What can we do in this situation?
Maybe we can uprise the net tick or use a specific behaviour to manage
network split.
Or simply stop take snapshot of the vm because it's not necessary?

Regards.
Le 20 févr. 2014 17:57, "Jerry Kuch" <jkuch at gopivotal.com> a écrit :

> Hi, Michael:
>
> This isn't terribly surprising.  Snapshotting a VM is likely to render it
> less responsive than it normally would be for some amount of time.  Whether
> that period ends before some other node in your cluster misses heartbeats
> and gives you grief about it, is a coin flip.
>
> Best regards,
> Jerry
>
>
>
> On Thu, Feb 20, 2014 at 3:12 AM, Michael Oullion <
> michael.oullion at norbert-dentressangle.com> wrote:
>
>> Hi all,
>>
>> We observe some net split on our cluster and we don't know why.

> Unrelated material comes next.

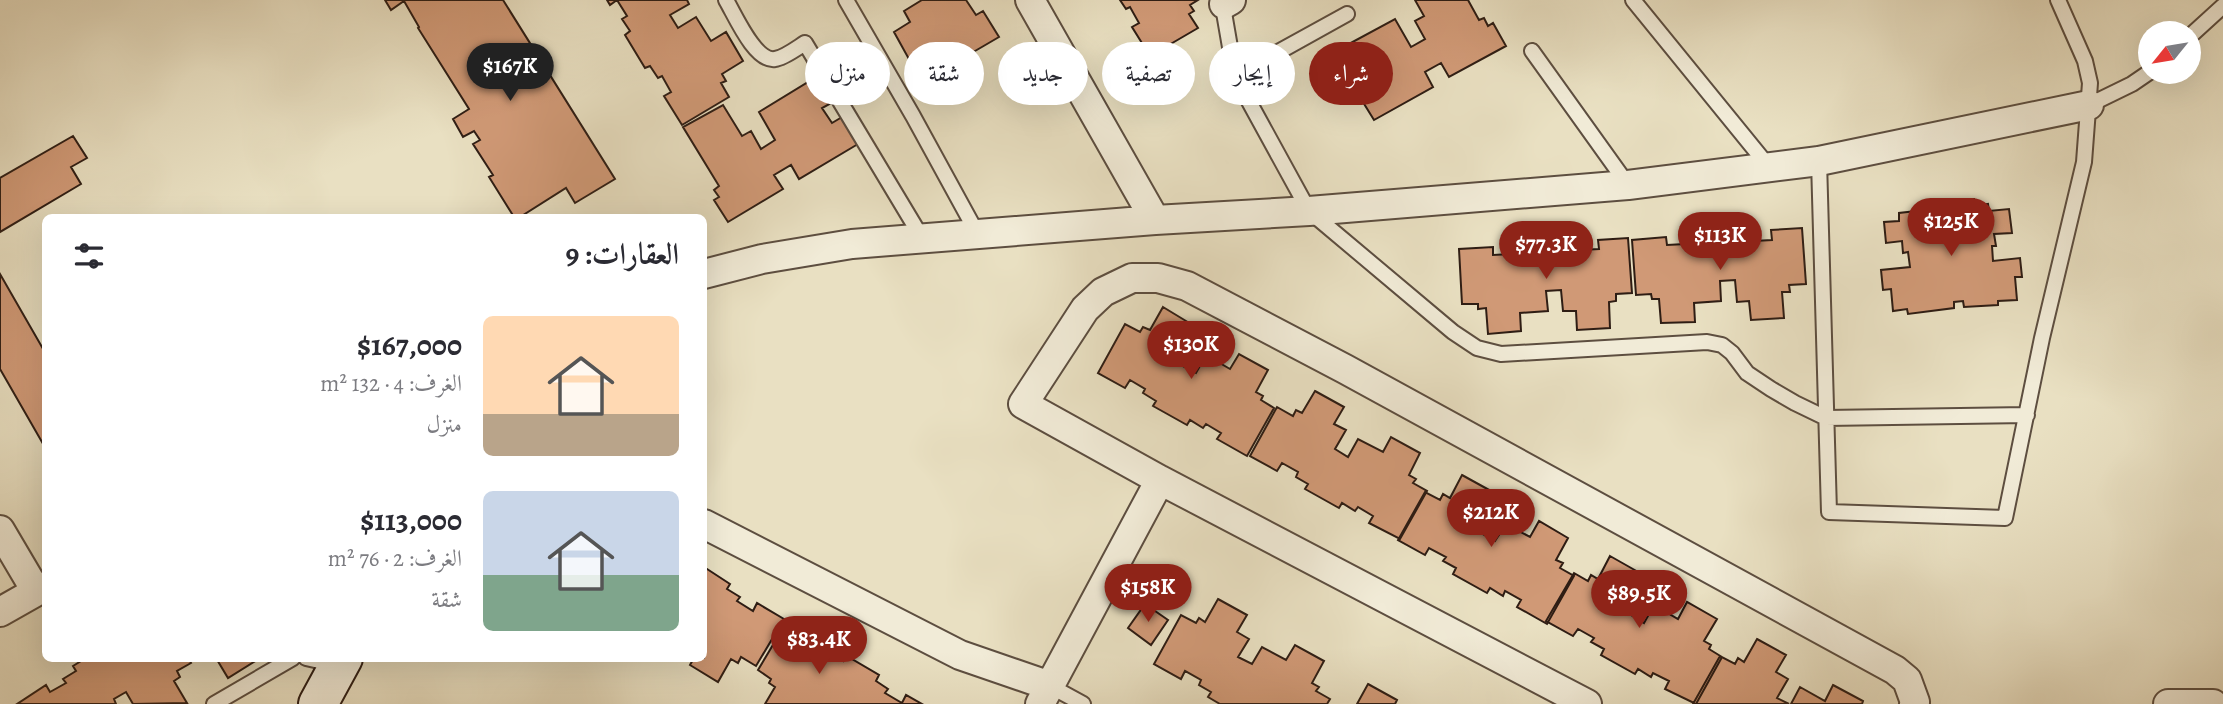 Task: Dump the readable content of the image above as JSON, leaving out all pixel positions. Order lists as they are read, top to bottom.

>> Before change the net tick parameter and change the net split behavior, I
>> want to understand why it's happening.
>> Our environment is :
>> RabbitMQ 3.2.1 Elrang R16B
>> 3 RabbitMQ Node in the same sub-network
>> RabbitMQ is installed on Windows 2008 R2 (VMWare ESXi 5.1)
>> We have 4 Mirrored Queues on this cluster.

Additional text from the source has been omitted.